Ich weiß, der Titel dieses Beitrags hört sich wie der Titel eines Krimis an.

Auf den Leidensweg Molat-Bagni Caldi-Fraschette di Alatri hatten die Italiener auch "die arme Tante Mare" mitgenommen. Ihren Sohn hatten "die Eigenen" erschossen, die Partisanen, weil er sich einmal beschwert hatte, dass die Kommandeure das wenige Essen, was die Frauen in die Karsthöhlen der Kämpfer brachten, an sich rissen, und die anderen Kämpfer hungrig blieben.
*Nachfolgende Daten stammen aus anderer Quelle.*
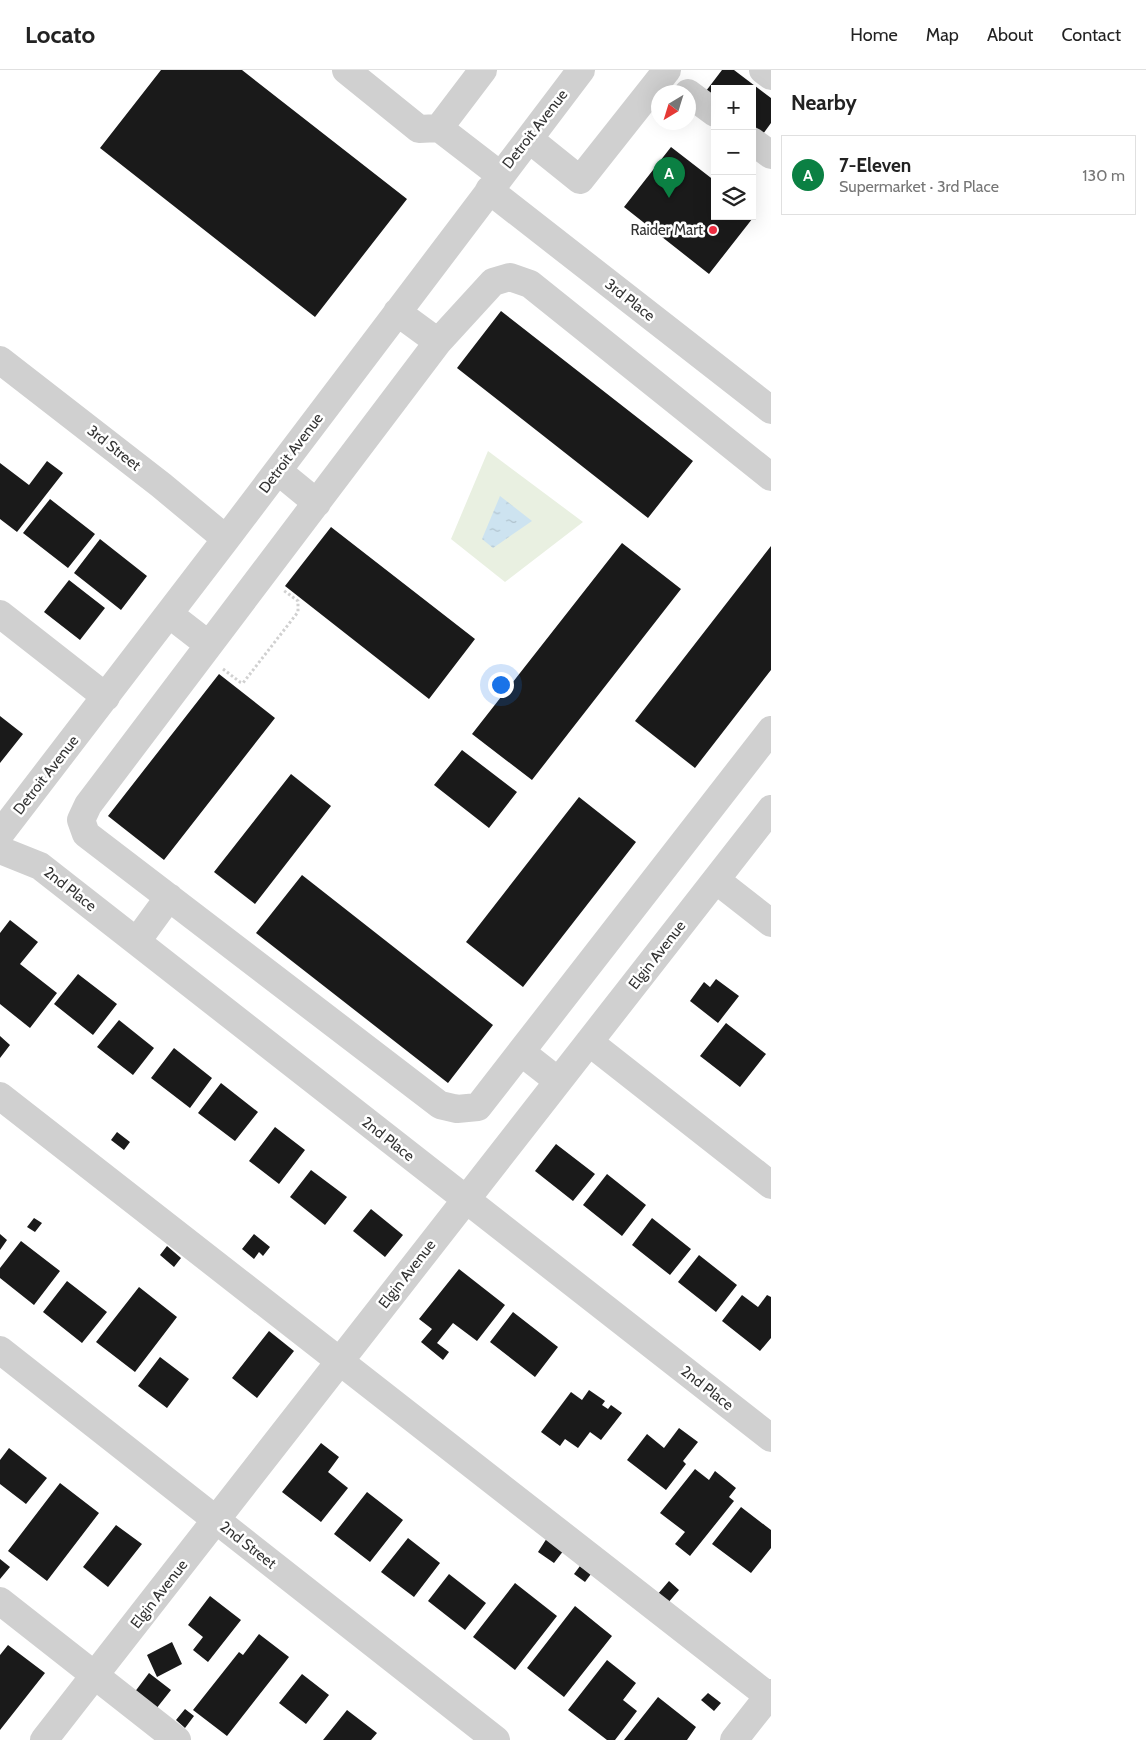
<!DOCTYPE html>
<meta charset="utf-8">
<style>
:root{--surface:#fff;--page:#f6f6f6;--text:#222;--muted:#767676;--line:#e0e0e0;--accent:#0b8043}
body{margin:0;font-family:Cabin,sans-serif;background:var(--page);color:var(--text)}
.controls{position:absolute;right:15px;top:15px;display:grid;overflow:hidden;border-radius:0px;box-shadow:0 5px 20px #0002}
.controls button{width:45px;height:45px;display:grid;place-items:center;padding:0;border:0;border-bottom:1px solid var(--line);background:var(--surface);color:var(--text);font:25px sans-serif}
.compass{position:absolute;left:651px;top:15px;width:45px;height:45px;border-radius:50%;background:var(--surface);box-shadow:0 5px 20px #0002;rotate:218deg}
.you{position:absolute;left:500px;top:614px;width:18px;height:18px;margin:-12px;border:4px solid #fff;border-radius:50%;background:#1a73e8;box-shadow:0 0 0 8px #1a73e833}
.badge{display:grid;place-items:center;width:32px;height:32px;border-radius:50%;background:var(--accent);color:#fff;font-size:16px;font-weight:700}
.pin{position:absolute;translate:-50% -41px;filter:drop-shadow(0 1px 2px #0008)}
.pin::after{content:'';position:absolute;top:26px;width:18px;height:15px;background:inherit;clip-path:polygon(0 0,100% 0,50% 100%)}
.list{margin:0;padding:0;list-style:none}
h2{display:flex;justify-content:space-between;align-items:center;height:65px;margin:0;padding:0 20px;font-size:21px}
h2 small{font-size:16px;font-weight:400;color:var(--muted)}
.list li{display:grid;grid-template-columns:32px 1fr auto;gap:15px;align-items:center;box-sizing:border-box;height:80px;margin:0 10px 10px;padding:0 10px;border:1px solid var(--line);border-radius:0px}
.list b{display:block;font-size:19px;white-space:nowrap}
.list p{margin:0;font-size:16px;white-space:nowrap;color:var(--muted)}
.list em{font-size:16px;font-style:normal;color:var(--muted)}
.icon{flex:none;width:28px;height:28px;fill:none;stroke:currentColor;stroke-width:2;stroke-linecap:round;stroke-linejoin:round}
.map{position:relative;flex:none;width:771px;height:1670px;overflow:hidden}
header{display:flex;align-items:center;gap:30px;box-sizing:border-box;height:70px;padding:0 25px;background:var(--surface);border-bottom:1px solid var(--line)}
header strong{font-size:24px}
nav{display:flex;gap:28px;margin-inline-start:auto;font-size:18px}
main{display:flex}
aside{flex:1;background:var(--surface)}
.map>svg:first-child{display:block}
.green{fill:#e9f0e1}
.water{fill:url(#water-ripples)}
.building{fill:#1a1a1a}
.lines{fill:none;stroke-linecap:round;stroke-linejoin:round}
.path{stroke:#d0d0d0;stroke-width:3;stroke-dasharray:2.5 2.5;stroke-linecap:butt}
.minor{stroke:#d0d0d0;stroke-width:28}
.poi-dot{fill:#f22d42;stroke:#fff;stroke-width:2}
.labels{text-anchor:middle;stroke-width:5;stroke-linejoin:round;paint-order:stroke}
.street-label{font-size:15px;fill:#333;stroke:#fff}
.poi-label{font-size:15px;fill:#333;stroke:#fff;text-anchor:end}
</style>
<header>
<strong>Locato</strong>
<nav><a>Home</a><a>Map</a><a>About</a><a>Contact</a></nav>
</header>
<main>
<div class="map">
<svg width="771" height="1670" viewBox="0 0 771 1670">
<defs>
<pattern id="water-ripples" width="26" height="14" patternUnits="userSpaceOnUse" patternTransform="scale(1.25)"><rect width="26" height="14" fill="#cde3f0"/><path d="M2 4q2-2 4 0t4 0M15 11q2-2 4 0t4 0" fill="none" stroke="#b0c3ce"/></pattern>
</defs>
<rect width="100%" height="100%" fill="#fff"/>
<!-- green -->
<path class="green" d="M 488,381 L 583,452 L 505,512 L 451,469 Z"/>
<!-- water -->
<path class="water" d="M 500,426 L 532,451 L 493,478 L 482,469 Z"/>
<!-- building -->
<path class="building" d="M 161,0 L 242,0 L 407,129 L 315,247 L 100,78 Z
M 722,0 L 734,0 L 771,28 L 771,53 L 763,64 L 752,56 L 752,19 L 715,19 L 715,27 L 706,21 Z
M 671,77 L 715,111 L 715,146 L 752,146 L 752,140 L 756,144 L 709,204 L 624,137 Z
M 501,241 L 693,391 L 648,448 L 457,298 Z
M 47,391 L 63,403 L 17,462 L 0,449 L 0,393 L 29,415 Z
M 50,429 L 95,464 L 68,498 L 23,463 Z
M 331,457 L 475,569 L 429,629 L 285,516 Z
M 100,469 L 147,506 L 121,540 L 74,503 Z
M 622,473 L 681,519 L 532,710 L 472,664 Z
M 771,476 L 771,600 L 695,698 L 635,651 Z
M 69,510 L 105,538 L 80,570 L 44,542 Z
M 219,604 L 275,648 L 164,790 L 108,746 Z
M 0,646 L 23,664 L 0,693 Z
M 462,680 L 517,722 L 489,758 L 434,715 Z
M 291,704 L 331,736 L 255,834 L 214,802 Z
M 579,727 L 636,772 L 523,917 L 466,872 Z
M 302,805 L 493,955 L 448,1013 L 256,863 Z
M 10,850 L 38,872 L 20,894 L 57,923 L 30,958 L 0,934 L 0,863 Z
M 78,904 L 117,934 L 93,965 L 54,934 Z
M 716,909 L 739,926 L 718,953 L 690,931 L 704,912 L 710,917 Z
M 119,950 L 154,978 L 133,1005 L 97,977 Z
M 726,953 L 766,984 L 740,1017 L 700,986 Z
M 0,966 L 10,975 L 0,988 Z
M 174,978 L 212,1008 L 190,1038 L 151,1008 Z
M 221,1013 L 258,1042 L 235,1071 L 198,1043 Z
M 275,1057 L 305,1080 L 279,1114 L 249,1091 Z
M 117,1062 L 130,1072 L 124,1080 L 111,1070 Z
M 556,1074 L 595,1104 L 573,1131 L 535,1101 Z
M 311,1100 L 347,1127 L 325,1155 L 290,1127 Z
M 607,1104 L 646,1135 L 622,1166 L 583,1135 Z
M 371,1139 L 403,1165 L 385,1187 L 353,1161 Z
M 34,1148 L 42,1153 L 35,1162 L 27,1157 Z
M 652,1148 L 691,1179 L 670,1205 L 632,1175 Z
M 0,1164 L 7,1170 L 0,1180 Z
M 254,1164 L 270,1177 L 263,1186 L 259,1182 L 254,1189 L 242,1179 Z
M 21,1171 L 60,1201 L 34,1235 L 0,1208 L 0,1198 Z
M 167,1176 L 181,1188 L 174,1197 L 160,1185 Z
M 699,1185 L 737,1215 L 716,1242 L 678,1212 Z
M 459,1199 L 505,1235 L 477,1271 L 453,1253 L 437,1273 L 449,1282 L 443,1290 L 421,1272 L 432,1259 L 419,1249 Z
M 67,1211 L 107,1242 L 82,1273 L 43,1242 Z
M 139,1217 L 177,1247 L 135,1302 L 96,1272 Z
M 742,1225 L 758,1237 L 767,1225 L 771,1227 L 771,1268 L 760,1281 L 722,1251 Z
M 513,1242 L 558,1277 L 535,1307 L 490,1272 Z
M 269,1261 L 294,1281 L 257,1328 L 232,1308 Z
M 160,1287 L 189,1309 L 167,1338 L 138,1316 Z
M 589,1320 L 605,1331 L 602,1335 L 608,1339 L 611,1335 L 622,1343 L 601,1370 L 590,1362 L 578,1378 L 565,1369 L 560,1376 L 541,1362 L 571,1322 L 582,1330 Z
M 679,1358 L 698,1372 L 683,1391 L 686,1394 L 666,1420 L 627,1390 L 647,1364 L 664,1378 Z
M 321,1373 L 339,1387 L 328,1402 L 348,1418 L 321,1452 L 282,1422 Z
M 9,1378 L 47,1408 L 26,1434 L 0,1414 L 0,1390 Z
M 695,1399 L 709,1410 L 715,1401 L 736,1418 L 729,1427 L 734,1431 L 690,1486 L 675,1474 L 685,1462 L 660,1443 Z
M 60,1413 L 99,1443 L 47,1511 L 8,1481 Z
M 367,1422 L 403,1450 L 370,1492 L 334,1464 Z
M 741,1437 L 771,1460 L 771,1478 L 751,1503 L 712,1474 Z
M 116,1455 L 142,1474 L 108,1517 L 83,1497 Z
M 408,1468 L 440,1493 L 414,1527 L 381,1502 Z
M 547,1468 L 564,1480 L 554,1493 L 538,1482 Z
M 0,1489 L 10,1497 L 0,1509 Z
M 580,1496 L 591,1504 L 585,1512 L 574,1504 Z
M 449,1504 L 486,1533 L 465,1560 L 428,1531 Z
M 669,1511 L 679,1520 L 667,1534 L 657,1525 Z
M 515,1513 L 557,1546 L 515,1600 L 473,1567 Z
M 210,1526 L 241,1550 L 208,1592 L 193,1580 L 203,1567 L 188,1555 Z
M 575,1536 L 612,1566 L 564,1627 L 527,1598 Z
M 259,1564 L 289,1587 L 227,1666 L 193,1640 L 239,1582 L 243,1585 Z
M 172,1572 L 182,1594 L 157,1607 L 147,1585 Z
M 8,1575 L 45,1603 L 0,1660 L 0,1585 Z
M 607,1590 L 636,1613 L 623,1630 L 637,1641 L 615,1670 L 607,1670 L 568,1640 Z
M 149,1603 L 171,1620 L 156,1639 L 134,1623 Z
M 302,1604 L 329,1625 L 306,1654 L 279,1633 Z
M 708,1623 L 721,1633 L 714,1641 L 701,1630 Z
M 658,1627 L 696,1657 L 687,1670 L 624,1670 Z
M 185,1639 L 194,1646 L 185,1658 L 176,1650 Z
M 347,1640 L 377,1663 L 371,1670 L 323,1670 Z"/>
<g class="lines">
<!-- path -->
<path class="path" d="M 223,599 L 240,612 L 243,613 L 298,542 L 298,531 L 283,520"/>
<!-- minor -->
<path class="minor" d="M 346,0 L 419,59 L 439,58 L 483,0
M 763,0 L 771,6
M 688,23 L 715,43
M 439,58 L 500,105
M 529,69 L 580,110 L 667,0
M 752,71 L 771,85
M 489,120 L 771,340
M 397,242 L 438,272
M 0,290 L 161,415 L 226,469
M 278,401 L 317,433
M 771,407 L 530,214 L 510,207 L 493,212 L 438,272 L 88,735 L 81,750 L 86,764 L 440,1035 L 457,1039 L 478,1037 L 771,660
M 0,544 L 106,627
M 169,544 L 209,575
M 0,764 L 226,469 L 581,0
M 0,780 L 40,796 L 771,1368
M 716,810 L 771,853
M 137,871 L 169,827
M 589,972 L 771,1115
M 521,982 L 558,1011
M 0,1026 L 771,1628
M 0,1280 L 496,1670
M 0,1531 L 177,1670
M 44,1670 L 771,739
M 734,1670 L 771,1623"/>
</g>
<!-- markers -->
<circle class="poi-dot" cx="713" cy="160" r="5"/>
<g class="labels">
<!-- street labels -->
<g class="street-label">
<text transform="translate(535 59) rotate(-52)" y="5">Detroit Avenue</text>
<text transform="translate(630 230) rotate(38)" y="5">3rd Place</text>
<text transform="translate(114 378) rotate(38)" y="5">3rd Street</text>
<text transform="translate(291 383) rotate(-53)" y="5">Detroit Avenue</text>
<text transform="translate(46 705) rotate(-52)" y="5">Detroit Avenue</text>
<text transform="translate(70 819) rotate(38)" y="5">2nd Place</text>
<text transform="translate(657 885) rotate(-52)" y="5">Elgin Avenue</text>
<text transform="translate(388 1069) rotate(38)" y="5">2nd Place</text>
<text transform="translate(407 1204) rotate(-52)" y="5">Elgin Avenue</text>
<text transform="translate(707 1318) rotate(38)" y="5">2nd Place</text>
<text transform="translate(248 1475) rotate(38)" y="5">2nd Street</text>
<text transform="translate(159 1524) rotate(-52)" y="5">Elgin Avenue</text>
</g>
<!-- poi labels -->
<g class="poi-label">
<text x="703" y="165">Raider Mart</text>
</g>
</g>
</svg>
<div class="controls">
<button>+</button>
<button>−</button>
<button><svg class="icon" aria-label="layers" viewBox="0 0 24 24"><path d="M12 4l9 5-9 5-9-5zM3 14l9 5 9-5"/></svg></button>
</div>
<svg class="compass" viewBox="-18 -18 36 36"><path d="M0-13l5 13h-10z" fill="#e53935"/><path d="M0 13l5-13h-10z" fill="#767676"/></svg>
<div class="you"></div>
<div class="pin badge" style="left:669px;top:128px">A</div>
</div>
<aside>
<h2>Nearby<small></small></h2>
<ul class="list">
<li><span class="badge">A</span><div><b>7-Eleven</b><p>Supermarket · 3rd Place</p></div><em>130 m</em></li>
</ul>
</aside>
</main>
Darüber durfte niemand sprechen, aber in den letzten Jahren kamen auch solche Geschichten zum Vorschein, und so habe ich davon bei meinen Recherchen erfahren. Ihr Mann hat Bittbriefe an Behörden geschickt, in denen er bat, dass man sie und Nera entlassen möge, Mare, weil der Sohn schon tot war (wie er umgekommen ist, wusste er vermutlich noch nicht), und Nera, weil sie jung und krank war. Seine Bitten wurden in Rom erhört, und so kamen die beiden frei, während die Urgroßmutter bleiben musste. Von Rom bis nach Triest schlugen sich die beiden Frauen durch, ohne dass sie berichten hätten können, wie sie es geschafft hatten. In Triest angekommen, schlossen sie sich einer Gruppe von Kroaten an, die - wie auch sie - aus verschiedenen italienischen Gefängnissen oder Lagern entlassen worden waren. Sie bettelten an den Türen um Essen und bekamen auch etwas, denn die Mehrheit der Italiener war auch sonst voller Mitgefühl, wie meine Tante Nera immer betont. Doch natürlich hatte niemand sie zum Übernachten eingeladen, und so schlichen sie in ein Wohnhaus und versteckten sich im Keller, wo sie auf dem Beton schliefen. Die Gruppe bestand aus lauter Frauen und einem Mann. Dieser Mann war sehr ausgehungert und schlug sich beim Betteln an den Türen den Magen voll - was für ihn tragische Folgen hatte. Die ganze Nacht stöhnte er wegen der Bauchschmerzen, aber die Frauen konnten ihm nicht helfen. Als er still wurde, schliefen auch die Frauen in der Dunkelheit ein. Am nächsten Morgen war der Mann tot. Die Frauen verließen erschrocken den Keller und verschwanden, denn sie kamen natürlich nicht auf die Idee, die Behörden zu benachrichtigen. Nera und Mare haben den armen toten Mann nie vergessen, der in einem Keller in Triest seine letzte Ruhestätte fand.